Del “maschio” strumento, di Milena Angelè si può affermare che riesca a cimentare sia corpo che trasparenze, sintonizzandosi sui più nuovi modelli per i quali s’invoca tra i molti un Mark Turner (pur dimostrando di aver assimilato anche setosità alla Rollins e grinta misurata alla Shorter), e i meriti abbastanza franchi della giovine tenorista vanno con onestà condivisi almeno con la sinergica partecipazione degli apporti tastieristici e ideativi di Edoardo Ravaglia, di squisita accuratezza fraseologica e intuitivamente esteso braccio operoso della titolare; grazie anche alle fluenze del duettare con la chitarra, sovente partner dello strumento ad ancia, della solida carena del basso, dell’agile e attento drumming, il complessivo sound corposo ed aggraziato, spesso guizzante, procede con logica coerente ed estetica solida, rendendo la band e la dotata solista agevolmente in grado di reggere la tenuta di un intero programma con completezza e nitido orientamento.

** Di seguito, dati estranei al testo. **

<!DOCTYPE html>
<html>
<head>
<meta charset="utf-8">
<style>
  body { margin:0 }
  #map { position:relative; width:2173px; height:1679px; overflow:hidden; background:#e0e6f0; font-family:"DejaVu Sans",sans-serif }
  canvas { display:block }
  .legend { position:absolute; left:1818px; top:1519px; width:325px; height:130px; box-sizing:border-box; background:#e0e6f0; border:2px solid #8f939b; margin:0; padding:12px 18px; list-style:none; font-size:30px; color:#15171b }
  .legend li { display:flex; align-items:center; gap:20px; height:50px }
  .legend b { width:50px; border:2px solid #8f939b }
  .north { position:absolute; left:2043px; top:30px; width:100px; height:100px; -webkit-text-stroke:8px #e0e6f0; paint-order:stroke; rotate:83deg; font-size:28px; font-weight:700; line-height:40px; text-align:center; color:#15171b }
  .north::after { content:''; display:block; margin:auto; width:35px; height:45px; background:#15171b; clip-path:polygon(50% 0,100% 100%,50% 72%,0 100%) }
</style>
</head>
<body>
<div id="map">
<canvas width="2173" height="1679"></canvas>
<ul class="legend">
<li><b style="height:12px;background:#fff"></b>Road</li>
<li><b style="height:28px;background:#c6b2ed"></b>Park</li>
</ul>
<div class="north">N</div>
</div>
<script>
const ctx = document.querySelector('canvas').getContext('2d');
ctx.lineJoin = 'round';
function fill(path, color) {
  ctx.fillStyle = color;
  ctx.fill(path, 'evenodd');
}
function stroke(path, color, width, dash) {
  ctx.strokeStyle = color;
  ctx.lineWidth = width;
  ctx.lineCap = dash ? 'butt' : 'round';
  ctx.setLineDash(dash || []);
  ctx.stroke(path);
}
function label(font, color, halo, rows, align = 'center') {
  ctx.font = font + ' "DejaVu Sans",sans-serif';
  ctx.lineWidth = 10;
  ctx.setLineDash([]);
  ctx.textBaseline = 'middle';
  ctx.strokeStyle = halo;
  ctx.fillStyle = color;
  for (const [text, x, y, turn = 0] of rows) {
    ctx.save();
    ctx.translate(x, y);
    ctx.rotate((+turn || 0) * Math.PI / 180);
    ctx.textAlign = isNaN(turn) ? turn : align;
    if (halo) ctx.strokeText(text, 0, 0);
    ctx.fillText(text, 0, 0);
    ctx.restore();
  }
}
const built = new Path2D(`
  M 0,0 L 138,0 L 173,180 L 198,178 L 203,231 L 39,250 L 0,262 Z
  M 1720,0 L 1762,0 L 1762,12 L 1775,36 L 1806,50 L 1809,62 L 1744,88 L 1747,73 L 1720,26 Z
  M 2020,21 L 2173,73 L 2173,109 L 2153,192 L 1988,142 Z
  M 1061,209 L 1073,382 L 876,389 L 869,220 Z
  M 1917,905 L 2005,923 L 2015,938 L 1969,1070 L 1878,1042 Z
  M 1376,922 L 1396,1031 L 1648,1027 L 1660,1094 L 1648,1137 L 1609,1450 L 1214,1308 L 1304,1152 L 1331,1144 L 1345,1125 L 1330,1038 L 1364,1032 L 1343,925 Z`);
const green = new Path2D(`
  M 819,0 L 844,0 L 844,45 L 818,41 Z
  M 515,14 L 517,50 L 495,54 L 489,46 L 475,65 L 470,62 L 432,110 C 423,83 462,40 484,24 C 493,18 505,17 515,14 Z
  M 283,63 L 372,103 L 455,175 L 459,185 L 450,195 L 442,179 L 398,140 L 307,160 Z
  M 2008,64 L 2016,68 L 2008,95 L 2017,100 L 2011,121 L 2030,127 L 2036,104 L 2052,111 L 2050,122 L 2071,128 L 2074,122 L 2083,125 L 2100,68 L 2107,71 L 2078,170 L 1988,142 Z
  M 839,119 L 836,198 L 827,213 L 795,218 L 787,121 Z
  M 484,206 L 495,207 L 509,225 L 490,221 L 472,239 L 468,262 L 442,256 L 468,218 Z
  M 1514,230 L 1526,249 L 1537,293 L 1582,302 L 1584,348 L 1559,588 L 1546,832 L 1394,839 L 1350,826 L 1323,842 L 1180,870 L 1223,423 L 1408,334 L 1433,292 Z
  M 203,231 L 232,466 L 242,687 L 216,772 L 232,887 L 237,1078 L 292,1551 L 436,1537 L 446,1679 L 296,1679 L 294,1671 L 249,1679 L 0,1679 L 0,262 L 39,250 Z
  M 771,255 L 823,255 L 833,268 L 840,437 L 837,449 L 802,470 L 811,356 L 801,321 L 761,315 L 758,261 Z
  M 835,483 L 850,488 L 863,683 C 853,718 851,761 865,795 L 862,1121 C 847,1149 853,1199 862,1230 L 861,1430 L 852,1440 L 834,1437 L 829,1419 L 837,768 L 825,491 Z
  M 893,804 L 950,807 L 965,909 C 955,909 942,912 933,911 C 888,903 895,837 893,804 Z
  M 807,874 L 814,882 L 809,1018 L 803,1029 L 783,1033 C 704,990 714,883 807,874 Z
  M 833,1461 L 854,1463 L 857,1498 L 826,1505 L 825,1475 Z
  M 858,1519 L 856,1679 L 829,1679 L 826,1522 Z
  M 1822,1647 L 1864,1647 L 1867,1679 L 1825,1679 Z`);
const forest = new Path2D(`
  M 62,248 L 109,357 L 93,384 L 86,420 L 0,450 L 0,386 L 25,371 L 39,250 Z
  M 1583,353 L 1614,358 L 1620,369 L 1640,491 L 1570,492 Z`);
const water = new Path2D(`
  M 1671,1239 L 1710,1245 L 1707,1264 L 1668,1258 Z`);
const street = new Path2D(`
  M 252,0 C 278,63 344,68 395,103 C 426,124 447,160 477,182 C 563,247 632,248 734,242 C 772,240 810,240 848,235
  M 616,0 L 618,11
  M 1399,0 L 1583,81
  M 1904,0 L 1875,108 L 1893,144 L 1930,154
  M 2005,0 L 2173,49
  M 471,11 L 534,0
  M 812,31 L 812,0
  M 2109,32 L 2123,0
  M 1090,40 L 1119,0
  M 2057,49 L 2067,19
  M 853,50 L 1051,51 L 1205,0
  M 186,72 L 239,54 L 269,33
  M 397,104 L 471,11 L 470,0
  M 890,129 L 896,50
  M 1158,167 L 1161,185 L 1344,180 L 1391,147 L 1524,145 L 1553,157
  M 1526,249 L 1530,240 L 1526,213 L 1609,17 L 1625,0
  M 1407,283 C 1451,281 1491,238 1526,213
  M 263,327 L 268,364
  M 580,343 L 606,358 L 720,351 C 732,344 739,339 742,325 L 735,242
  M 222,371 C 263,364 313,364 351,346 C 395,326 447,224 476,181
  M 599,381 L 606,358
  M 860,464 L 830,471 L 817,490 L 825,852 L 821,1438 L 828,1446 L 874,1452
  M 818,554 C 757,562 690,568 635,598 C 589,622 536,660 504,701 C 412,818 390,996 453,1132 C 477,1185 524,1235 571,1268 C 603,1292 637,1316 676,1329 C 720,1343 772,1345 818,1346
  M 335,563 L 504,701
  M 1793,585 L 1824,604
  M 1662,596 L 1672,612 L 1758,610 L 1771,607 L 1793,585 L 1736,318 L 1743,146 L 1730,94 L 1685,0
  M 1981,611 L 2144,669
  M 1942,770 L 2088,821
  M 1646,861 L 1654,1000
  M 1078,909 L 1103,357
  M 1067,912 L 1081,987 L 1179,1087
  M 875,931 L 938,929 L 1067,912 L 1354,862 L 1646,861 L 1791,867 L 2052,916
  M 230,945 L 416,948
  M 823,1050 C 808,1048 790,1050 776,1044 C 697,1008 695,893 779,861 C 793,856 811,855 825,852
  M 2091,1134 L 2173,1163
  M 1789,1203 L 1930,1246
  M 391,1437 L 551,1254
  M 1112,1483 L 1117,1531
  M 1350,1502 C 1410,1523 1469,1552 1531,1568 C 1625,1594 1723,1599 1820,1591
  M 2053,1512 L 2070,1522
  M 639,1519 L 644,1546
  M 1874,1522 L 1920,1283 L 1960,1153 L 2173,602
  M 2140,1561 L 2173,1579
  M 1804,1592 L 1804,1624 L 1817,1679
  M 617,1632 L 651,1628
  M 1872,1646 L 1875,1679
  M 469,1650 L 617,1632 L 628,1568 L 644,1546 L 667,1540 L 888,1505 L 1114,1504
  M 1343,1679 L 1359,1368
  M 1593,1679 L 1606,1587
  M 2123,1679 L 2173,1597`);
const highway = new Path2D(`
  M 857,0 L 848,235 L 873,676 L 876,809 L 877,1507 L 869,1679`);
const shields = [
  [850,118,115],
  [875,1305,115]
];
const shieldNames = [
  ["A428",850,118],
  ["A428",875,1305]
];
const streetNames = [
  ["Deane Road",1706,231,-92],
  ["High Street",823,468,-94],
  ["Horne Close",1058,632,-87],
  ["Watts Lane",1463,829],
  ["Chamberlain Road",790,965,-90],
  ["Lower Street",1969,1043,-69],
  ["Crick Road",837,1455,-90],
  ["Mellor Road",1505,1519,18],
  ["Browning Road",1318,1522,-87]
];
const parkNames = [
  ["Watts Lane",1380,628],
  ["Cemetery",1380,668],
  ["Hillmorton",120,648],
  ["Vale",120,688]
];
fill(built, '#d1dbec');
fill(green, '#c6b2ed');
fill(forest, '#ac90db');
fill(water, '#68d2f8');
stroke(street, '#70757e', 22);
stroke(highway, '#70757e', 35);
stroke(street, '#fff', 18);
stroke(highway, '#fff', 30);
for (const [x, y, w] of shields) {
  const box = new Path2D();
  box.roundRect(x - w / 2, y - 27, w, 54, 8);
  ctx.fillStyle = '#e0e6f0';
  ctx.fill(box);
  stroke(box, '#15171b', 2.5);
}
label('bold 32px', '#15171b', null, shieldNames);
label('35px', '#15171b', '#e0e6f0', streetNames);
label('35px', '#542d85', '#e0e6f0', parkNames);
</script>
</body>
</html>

Freschezza e lucidità di visione ed espressione si condensano in uno spedito ma fruibile programma che tradisce prolungata esposizione al sistema solare bop non dissimulando in filigrana un qualche praticantato fusion e palesando capacità inventive quali la revisione della cover Depeche Mode, Free Love esposta in compunto e lunare mood, o il sensibile tributo a Scott LaFaro nelle prolungate decantazioni di Jade Visions, l’atmosferica Sunny di Bobby Hebb, le nette assertività dell’eponima, introduttiva Resiliency e il frizzante solfeggio di Sliding, improntato a mattutini umori, ritagliandosi un finalino in chiave evidentemente privata con la piccola e demenziale perla dell’innocuo motivetto He needs me a firma del cantautore e pop singer Harry Nilsson, misto di teatralità infantile ed artefatta naïveté (affidata in originale, se la cinefila memoria non c’inganna, alla stralunata Olivia di Shelley Duvall nel già archeologico Popeye di Robert Altman, e riesumata con analoga e brillante spudoratezza).
Il termine Resilienza sta a significare la peculiare abilità di resistenza, plasticità e agevole ripristino della forma, secondo accademiche precisazioni. Elementi che sono riconoscibili e condivisibili qualità di un debut-recording di presenza e identità non gratuite, di solida scuola ed evidentemente motivato.